O imbróglio leva incerteza sobre a gestão de valores milionários que vinham sendo geridos pela entidade contratada em 2021. Para se ter uma ideia, a Afne tem mais de 3 mil funcionários atuando na Prefeitura de São Paulo e, apenas desde o ano passado, recebeu cerca de R$ 462 milhões em repasses da administração municipal.

Um dos pontos que gera discórdia na Justiça são os critérios de escolha da substituta da Afne. A ONG excluída pela prefeitura afirma, em sua petição, que a Sociedade Caminho de Damasco nem teria sido classificada para o chamamento para o serviço em 2021. Além disso, argumenta que a decisão da prefeitura aconteceu sem a realização de um processo administrativo e que o Tribunal de Contas do Município havia reconhecido a regularidade da atuação da ONG.

A prefeitura, porém, rebate ao afirmar que a decisão judicial foi dada sem ouvir posicionamento dela e que pretende revertê-la em breve. “A Procuradoria Geral do Município informa que a decisão da Justiça tem caráter liminar e foi dada sem ouvir a Prefeitura de São Paulo. A PGM já apresentou as razões que justificaram a suspensão do contrato e espera que a decisão seja revista em breve”, disse a gestão Nunes.
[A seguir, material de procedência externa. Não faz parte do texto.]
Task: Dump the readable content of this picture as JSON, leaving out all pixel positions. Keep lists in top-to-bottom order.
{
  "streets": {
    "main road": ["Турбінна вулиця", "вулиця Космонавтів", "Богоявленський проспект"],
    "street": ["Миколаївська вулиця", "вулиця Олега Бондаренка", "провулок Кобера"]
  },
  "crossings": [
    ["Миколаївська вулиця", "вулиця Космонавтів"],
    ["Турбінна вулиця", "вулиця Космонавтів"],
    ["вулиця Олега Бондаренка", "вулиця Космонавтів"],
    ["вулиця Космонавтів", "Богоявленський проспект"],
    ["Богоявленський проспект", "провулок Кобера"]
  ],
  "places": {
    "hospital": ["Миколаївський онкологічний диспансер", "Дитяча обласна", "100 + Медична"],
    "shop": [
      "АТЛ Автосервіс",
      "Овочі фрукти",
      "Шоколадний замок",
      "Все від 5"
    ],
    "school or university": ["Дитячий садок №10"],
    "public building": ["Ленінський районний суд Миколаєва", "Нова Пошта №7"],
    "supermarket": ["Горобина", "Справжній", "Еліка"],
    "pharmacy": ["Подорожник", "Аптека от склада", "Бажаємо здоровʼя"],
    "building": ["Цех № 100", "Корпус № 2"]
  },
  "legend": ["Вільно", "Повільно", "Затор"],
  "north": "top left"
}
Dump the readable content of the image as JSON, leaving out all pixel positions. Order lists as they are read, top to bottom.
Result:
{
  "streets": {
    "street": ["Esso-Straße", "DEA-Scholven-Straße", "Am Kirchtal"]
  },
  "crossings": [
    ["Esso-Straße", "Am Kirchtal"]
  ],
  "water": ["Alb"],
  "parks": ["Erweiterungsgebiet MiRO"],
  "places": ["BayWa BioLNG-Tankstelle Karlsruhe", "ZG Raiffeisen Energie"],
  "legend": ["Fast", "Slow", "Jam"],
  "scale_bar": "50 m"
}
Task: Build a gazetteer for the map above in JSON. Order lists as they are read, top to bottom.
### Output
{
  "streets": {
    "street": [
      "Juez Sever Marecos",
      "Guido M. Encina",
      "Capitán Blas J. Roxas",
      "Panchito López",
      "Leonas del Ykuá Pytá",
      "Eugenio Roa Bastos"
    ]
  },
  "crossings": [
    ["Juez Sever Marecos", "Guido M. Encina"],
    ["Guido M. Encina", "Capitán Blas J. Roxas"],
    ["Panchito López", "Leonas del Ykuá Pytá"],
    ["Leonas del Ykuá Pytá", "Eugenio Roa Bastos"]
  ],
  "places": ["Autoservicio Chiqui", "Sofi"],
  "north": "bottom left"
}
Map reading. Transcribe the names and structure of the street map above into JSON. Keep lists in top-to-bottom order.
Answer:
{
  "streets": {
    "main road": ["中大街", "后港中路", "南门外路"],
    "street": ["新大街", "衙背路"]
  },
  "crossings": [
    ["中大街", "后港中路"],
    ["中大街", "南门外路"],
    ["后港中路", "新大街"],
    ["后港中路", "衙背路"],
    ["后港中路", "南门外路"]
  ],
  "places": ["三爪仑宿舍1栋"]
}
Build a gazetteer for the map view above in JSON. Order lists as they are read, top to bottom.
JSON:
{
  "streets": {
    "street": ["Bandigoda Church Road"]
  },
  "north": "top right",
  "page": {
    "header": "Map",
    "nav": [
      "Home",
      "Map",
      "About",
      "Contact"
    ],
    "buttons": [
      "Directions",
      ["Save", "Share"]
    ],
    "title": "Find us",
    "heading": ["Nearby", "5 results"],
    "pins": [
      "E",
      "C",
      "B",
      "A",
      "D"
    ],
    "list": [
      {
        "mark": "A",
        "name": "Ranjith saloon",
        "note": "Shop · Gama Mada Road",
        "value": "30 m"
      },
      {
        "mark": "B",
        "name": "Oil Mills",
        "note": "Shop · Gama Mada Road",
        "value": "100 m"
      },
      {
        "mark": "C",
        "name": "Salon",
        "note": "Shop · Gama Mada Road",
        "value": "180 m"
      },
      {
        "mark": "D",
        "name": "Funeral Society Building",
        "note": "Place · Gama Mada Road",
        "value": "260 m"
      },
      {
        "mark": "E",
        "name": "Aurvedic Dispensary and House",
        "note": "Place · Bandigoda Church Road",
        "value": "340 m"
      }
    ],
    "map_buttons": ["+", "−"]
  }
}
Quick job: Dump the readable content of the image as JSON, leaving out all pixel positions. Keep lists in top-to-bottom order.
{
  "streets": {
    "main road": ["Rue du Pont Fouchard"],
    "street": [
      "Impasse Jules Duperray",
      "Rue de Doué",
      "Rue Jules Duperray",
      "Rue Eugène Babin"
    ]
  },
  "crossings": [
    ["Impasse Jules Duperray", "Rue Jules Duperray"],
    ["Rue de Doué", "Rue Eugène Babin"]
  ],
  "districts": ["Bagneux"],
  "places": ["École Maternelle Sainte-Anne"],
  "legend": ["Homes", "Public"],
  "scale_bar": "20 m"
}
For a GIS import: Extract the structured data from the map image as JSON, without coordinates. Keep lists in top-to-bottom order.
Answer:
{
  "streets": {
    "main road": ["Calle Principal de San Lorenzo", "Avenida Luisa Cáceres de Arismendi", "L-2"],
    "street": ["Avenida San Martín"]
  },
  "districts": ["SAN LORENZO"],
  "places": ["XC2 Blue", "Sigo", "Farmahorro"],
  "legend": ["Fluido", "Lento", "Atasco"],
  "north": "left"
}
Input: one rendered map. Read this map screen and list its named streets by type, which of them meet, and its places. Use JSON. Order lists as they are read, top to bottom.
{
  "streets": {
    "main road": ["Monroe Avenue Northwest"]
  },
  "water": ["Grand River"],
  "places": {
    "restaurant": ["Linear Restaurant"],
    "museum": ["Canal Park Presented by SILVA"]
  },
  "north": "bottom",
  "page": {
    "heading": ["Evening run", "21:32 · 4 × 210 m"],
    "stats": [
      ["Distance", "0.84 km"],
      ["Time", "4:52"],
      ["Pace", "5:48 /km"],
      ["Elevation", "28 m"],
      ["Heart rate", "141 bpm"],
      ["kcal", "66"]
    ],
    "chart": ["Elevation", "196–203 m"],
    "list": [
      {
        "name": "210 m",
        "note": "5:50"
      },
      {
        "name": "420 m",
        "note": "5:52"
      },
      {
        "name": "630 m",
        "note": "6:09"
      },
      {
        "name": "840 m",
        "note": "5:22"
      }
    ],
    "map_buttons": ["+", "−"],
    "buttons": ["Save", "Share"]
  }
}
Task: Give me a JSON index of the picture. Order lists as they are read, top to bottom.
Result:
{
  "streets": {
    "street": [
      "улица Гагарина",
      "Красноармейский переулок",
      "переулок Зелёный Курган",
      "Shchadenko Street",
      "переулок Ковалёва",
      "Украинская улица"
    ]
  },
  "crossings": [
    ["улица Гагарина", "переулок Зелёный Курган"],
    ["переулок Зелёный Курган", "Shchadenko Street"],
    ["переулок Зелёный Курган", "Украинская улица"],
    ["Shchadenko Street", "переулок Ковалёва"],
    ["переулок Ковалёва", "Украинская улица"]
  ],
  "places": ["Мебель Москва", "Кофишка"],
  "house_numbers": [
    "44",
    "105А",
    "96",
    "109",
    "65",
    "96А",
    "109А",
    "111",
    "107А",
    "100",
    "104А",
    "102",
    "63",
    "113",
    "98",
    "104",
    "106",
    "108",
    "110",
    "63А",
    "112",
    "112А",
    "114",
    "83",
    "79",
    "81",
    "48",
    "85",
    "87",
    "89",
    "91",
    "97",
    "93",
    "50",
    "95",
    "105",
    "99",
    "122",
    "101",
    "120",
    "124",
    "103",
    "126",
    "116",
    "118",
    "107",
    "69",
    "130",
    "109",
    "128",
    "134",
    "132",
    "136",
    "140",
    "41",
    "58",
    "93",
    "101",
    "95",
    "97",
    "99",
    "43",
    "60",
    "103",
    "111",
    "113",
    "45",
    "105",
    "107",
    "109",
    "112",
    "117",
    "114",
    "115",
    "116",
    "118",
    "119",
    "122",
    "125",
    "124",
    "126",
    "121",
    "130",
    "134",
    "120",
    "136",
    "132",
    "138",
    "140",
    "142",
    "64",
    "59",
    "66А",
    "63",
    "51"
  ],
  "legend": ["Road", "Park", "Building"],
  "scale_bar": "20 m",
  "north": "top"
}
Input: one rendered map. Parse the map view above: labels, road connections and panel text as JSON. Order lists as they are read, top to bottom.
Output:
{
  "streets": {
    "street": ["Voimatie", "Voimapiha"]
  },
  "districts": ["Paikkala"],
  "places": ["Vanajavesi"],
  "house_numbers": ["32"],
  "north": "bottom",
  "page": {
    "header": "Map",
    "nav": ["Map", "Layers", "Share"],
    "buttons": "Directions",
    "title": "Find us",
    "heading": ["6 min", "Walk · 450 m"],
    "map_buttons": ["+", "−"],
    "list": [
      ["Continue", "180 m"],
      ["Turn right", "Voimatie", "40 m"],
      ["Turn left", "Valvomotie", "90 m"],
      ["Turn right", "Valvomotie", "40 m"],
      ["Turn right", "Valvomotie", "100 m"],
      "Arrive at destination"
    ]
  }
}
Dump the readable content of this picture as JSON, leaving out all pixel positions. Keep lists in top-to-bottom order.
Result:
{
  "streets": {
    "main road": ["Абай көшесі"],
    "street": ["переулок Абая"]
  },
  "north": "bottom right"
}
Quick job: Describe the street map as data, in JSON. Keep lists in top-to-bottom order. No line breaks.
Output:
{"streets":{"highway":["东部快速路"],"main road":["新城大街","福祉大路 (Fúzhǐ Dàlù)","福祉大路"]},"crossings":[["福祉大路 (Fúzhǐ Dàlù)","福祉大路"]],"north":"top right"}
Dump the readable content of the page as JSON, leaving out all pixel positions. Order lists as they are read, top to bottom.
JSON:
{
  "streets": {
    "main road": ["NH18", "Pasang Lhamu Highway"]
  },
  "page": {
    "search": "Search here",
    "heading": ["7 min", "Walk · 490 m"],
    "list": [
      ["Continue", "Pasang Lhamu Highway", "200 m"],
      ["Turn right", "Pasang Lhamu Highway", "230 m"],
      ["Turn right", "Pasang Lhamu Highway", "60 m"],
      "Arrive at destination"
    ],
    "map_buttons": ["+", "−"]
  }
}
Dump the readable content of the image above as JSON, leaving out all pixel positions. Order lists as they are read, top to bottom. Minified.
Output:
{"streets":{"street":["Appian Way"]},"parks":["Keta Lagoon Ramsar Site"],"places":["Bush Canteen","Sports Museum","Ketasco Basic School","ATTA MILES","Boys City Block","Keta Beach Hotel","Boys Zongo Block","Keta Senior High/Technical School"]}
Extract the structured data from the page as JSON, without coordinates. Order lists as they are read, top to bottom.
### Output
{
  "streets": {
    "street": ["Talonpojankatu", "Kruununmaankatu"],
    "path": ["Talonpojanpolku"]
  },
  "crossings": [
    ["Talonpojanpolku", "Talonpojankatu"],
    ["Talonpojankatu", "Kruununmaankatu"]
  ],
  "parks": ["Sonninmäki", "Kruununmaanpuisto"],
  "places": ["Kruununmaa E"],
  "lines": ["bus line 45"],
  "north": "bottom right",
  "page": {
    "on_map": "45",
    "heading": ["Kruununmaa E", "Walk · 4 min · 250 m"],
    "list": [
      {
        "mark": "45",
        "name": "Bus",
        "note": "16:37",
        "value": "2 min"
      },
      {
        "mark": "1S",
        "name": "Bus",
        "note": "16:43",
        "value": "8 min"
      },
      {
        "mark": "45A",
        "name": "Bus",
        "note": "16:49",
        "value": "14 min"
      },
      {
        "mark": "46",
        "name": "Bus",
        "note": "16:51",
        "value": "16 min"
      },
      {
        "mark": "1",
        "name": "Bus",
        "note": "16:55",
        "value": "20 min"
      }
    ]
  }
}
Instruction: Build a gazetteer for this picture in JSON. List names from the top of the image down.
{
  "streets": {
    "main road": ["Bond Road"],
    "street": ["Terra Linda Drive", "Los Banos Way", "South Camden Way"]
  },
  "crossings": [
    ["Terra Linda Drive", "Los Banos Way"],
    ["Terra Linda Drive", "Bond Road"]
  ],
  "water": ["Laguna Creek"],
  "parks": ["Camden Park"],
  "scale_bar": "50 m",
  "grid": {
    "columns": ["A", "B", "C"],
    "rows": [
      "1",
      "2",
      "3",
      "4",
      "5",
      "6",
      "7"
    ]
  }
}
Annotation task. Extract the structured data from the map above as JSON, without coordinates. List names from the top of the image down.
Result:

Fusão do centro com a zona norte

Nesse ínterim, a prefeitura começou a reorganizar a administração dos equipamentos de saúde, fundindo a região central (onde a Afne atua) com a zona norte (área da Sociedade Caminho de Damasco), num caminho preparatório para efetivar a substituição.

A Afne, porém, segue recebendo da prefeitura, como atesta uma nota de liquidação do dia 2 de abril, que cita o repasse de R$ 31.767.857 à entidade.

Por ora, o recurso da prefeitura ainda não foi julgado pela 5ª Vara da Fazenda Pública da capital, que concedeu a liminar à Afne. Um dos pontos que justificou a decisão judicial foi a grande quantidade de funcionários da Afne que podem perder os empregos.

“A interrupção dos repasses financeiros, se mantida, compromete o pagamento de aproximadamente 3 mil colaboradores, impacta o abastecimento das unidades e coloca em risco a continuidade do atendimento à população usuária do SUS”, afirma a juíza Nandra Martins da Silva Machado.

Folha de pagamento fantasma

Conforme revelado pelo Metrópoles, a suspeita da prefeitura é que a entidade tivesse 34 funcionários fantasmas, em uma folha de pagamento paralela que ultrapassava R$ 370 mil por mês. A Afne nega as irregularidades.

Em nota, a associação declarou ainda que, no segundo semestre de 2025, foi acionada pela fiscalização do contrato de gestão para prestar esclarecimentos sobre o tema. Segundo a Afne, foram apresentados “todos os esclarecimentos solicitados, acompanhados da documentação comprobatória pertinente”, que demonstrariam a regularidade das contratações e a efetiva prestação de serviços pelos profissionais citados.

A entidade também afirmou que, até o momento, não houve aplicação de penalidade ou advertência contratual relacionada ao caso e que o contrato de gestão e seus termos aditivos foram analisados e aprovados pelo Tribunal de Contas do Município de São Paulo. No comunicado, a associação acrescentou que atua sob acompanhamento de órgãos públicos e reiterou “seu compromisso permanente com a legalidade, a transparência na gestão dos recursos públicos e a qualidade da assistência prestada à população”.